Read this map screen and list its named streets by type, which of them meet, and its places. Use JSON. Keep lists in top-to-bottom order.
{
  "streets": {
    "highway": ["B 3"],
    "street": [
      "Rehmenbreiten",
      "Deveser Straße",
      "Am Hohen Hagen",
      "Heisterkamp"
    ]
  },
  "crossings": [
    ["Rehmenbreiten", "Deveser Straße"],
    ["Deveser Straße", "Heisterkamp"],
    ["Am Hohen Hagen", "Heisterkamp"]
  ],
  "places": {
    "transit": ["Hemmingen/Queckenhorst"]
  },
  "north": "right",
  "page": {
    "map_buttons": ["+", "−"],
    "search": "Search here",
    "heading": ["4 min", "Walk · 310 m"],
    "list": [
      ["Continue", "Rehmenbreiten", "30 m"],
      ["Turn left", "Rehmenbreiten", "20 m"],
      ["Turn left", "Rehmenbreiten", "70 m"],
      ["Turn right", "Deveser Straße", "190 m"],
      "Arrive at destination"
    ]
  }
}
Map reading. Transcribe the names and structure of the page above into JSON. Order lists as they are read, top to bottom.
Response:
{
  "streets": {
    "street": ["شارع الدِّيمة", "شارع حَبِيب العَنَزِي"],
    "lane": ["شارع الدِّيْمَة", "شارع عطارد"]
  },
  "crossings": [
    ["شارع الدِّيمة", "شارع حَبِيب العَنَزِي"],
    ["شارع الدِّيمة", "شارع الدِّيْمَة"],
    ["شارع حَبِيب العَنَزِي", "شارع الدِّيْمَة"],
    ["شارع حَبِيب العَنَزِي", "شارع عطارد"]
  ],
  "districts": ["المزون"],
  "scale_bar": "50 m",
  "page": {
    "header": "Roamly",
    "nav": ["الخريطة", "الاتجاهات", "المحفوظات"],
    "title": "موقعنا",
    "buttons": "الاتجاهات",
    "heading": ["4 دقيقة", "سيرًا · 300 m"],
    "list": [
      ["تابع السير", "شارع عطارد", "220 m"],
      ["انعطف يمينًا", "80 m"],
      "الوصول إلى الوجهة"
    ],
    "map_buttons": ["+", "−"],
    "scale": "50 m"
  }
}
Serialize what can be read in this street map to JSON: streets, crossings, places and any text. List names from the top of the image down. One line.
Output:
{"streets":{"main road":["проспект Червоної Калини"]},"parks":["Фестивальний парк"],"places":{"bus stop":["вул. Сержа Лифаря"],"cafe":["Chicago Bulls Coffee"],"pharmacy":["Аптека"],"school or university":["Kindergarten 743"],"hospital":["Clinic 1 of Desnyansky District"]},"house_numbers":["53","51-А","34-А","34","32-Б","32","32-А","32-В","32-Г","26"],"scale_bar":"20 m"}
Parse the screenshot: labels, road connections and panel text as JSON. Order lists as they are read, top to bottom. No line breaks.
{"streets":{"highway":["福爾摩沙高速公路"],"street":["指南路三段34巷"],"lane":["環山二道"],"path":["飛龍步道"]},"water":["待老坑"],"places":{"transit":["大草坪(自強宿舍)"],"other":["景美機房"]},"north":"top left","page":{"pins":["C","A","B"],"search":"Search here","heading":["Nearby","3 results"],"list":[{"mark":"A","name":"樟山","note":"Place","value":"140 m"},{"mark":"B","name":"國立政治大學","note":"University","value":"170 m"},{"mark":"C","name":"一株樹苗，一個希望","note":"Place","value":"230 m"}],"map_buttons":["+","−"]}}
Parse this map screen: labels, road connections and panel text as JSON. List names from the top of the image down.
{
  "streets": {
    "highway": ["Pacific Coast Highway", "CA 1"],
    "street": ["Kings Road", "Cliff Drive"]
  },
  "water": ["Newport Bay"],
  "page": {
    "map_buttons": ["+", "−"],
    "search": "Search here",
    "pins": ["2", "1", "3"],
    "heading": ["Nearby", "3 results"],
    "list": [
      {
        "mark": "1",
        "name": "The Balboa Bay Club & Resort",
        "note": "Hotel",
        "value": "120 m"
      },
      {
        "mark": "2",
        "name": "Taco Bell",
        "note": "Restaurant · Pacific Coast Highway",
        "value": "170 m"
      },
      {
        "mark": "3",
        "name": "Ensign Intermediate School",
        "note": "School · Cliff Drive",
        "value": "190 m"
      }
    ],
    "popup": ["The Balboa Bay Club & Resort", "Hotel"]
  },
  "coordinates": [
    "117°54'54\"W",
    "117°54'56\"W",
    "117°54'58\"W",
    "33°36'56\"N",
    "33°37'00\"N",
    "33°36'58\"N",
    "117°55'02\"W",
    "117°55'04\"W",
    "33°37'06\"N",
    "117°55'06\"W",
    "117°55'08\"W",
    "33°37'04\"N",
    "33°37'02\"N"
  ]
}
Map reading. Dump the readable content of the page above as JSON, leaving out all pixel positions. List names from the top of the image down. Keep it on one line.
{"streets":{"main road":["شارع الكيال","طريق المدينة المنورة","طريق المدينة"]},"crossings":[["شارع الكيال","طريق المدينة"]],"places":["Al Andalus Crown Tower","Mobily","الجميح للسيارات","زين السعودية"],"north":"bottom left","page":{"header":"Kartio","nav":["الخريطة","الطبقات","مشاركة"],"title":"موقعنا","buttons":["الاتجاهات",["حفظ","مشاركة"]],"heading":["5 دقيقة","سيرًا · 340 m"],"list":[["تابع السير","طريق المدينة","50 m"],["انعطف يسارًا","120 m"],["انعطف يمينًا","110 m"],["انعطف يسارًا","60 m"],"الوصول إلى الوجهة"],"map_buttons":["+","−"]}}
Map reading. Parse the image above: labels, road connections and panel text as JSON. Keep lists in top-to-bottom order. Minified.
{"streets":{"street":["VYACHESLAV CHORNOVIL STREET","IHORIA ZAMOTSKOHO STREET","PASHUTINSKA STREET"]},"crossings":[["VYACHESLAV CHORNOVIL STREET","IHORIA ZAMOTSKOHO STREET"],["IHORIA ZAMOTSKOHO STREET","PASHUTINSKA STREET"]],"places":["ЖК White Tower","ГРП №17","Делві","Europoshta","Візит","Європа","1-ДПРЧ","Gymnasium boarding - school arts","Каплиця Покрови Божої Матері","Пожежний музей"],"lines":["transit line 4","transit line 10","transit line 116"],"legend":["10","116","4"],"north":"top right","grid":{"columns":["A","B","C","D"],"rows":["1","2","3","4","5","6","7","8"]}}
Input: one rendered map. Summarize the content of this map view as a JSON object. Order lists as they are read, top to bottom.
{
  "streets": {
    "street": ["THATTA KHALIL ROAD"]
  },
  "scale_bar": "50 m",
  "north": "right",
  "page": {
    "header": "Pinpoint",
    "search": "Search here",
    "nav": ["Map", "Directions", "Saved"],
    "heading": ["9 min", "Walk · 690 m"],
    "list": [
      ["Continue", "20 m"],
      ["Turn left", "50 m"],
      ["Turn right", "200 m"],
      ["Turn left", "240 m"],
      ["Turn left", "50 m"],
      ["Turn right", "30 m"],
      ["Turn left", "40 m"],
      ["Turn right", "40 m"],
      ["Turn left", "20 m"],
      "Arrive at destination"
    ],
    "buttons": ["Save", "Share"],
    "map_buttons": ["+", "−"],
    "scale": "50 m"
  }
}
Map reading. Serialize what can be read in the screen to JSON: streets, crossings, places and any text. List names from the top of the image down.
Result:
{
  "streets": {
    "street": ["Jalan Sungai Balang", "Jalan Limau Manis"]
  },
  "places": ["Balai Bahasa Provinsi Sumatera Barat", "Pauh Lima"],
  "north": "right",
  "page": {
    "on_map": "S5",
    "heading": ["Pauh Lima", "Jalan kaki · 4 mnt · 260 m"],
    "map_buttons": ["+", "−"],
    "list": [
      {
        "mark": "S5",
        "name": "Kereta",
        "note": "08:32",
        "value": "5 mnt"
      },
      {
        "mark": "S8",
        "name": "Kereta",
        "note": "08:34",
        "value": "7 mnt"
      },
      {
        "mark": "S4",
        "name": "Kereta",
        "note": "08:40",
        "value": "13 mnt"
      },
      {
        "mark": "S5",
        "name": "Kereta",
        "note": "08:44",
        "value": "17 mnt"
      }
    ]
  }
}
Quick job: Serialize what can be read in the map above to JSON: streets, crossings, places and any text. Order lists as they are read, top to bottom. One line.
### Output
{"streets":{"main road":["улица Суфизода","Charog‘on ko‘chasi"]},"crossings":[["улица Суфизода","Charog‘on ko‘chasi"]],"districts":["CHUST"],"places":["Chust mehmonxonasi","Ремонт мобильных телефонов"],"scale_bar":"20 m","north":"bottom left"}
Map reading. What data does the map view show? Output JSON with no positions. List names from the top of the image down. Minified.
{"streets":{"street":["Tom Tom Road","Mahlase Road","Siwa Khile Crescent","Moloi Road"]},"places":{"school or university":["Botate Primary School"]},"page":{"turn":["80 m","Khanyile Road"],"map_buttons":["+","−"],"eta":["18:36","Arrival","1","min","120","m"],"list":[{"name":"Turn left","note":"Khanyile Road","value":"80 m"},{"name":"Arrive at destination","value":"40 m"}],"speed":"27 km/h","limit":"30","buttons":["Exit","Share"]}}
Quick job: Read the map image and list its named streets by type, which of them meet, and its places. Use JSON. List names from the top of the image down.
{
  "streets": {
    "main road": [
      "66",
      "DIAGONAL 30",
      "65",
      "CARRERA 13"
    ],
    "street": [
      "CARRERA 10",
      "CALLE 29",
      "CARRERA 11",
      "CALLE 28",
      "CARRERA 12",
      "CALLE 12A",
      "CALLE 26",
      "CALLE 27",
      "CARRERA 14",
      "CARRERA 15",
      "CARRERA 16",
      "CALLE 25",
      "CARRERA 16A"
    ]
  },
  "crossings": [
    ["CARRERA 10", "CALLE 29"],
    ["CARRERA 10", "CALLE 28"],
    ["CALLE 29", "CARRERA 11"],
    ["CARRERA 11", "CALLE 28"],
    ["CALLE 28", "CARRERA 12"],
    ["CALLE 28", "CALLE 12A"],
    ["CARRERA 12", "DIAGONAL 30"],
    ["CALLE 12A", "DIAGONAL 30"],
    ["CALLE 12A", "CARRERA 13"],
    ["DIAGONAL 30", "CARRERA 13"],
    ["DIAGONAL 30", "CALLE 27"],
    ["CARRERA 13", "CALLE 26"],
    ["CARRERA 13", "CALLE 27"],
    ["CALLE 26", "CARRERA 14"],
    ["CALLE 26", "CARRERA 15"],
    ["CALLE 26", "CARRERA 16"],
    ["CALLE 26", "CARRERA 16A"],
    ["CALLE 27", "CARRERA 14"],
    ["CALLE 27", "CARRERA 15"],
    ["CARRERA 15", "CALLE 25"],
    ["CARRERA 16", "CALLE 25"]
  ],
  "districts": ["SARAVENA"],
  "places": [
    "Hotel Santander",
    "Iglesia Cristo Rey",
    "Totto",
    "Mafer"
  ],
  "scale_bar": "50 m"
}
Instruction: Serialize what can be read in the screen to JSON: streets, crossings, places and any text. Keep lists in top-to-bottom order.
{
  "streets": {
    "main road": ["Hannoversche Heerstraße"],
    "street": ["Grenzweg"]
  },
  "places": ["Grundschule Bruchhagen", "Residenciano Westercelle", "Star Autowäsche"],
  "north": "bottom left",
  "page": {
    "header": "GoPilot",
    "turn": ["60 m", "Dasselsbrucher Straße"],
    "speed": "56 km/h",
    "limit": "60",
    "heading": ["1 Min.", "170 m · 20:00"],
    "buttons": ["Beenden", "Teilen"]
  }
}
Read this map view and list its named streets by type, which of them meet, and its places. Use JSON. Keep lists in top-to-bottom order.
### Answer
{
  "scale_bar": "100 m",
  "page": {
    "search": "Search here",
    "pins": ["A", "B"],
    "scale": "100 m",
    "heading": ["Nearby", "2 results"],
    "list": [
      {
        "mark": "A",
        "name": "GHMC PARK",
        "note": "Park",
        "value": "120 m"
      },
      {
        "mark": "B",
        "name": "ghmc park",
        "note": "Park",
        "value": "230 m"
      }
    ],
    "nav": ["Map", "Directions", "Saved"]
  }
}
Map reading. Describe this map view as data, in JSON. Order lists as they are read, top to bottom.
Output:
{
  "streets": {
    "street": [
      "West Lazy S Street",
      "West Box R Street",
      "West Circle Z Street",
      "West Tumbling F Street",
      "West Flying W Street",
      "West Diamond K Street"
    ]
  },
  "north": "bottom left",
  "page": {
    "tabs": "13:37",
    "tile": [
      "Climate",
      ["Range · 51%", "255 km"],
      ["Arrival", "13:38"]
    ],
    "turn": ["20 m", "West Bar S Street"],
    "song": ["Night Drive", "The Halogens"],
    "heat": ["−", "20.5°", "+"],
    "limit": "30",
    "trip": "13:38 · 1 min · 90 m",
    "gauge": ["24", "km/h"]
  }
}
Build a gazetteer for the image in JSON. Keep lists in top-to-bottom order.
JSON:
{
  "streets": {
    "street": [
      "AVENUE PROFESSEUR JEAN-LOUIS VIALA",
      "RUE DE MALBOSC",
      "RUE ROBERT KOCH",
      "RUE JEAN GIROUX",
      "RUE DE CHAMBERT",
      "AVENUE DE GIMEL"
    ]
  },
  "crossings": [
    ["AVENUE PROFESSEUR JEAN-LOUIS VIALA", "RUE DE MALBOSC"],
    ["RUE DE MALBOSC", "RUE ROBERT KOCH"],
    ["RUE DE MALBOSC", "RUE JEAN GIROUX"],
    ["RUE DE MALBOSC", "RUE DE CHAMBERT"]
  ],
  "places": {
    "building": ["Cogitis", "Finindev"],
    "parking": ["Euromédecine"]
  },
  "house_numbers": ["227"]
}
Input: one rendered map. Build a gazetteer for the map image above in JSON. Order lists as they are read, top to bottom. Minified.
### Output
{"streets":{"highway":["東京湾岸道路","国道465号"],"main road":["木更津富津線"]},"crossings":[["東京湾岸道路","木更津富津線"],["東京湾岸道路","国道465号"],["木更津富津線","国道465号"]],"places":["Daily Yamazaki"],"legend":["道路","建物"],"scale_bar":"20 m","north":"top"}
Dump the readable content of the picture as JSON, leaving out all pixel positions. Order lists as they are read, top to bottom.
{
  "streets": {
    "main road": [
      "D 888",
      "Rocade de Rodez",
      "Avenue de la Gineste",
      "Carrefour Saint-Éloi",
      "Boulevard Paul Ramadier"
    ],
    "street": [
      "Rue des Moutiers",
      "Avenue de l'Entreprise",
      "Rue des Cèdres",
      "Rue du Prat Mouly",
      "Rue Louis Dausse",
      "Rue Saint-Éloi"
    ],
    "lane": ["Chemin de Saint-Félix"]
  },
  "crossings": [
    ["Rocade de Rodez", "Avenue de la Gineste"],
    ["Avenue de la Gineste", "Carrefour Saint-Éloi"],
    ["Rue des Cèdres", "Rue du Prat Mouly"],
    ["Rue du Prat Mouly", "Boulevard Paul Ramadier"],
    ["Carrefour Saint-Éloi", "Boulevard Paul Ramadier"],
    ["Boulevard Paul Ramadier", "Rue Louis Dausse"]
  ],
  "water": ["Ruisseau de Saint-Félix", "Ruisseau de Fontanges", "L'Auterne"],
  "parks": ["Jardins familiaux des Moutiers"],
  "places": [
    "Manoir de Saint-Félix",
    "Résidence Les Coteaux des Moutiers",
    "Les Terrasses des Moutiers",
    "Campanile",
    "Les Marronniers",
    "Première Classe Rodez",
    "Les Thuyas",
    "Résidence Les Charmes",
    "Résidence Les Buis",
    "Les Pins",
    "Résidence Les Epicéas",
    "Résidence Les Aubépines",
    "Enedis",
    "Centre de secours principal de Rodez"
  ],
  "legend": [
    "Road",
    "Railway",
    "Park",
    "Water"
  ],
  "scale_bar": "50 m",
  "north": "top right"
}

────────────────

| PROBLEM TO SOLVE |
Copy out every line of the entries where the string "gazetteer" shows up.

| ANSWER BELOW |
Build a gazetteer for the image in JSON. Keep lists in top-to-bottom order.
Input: one rendered map. Build a gazetteer for the map image above in JSON. Order lists as they are read, top to bottom. Minified.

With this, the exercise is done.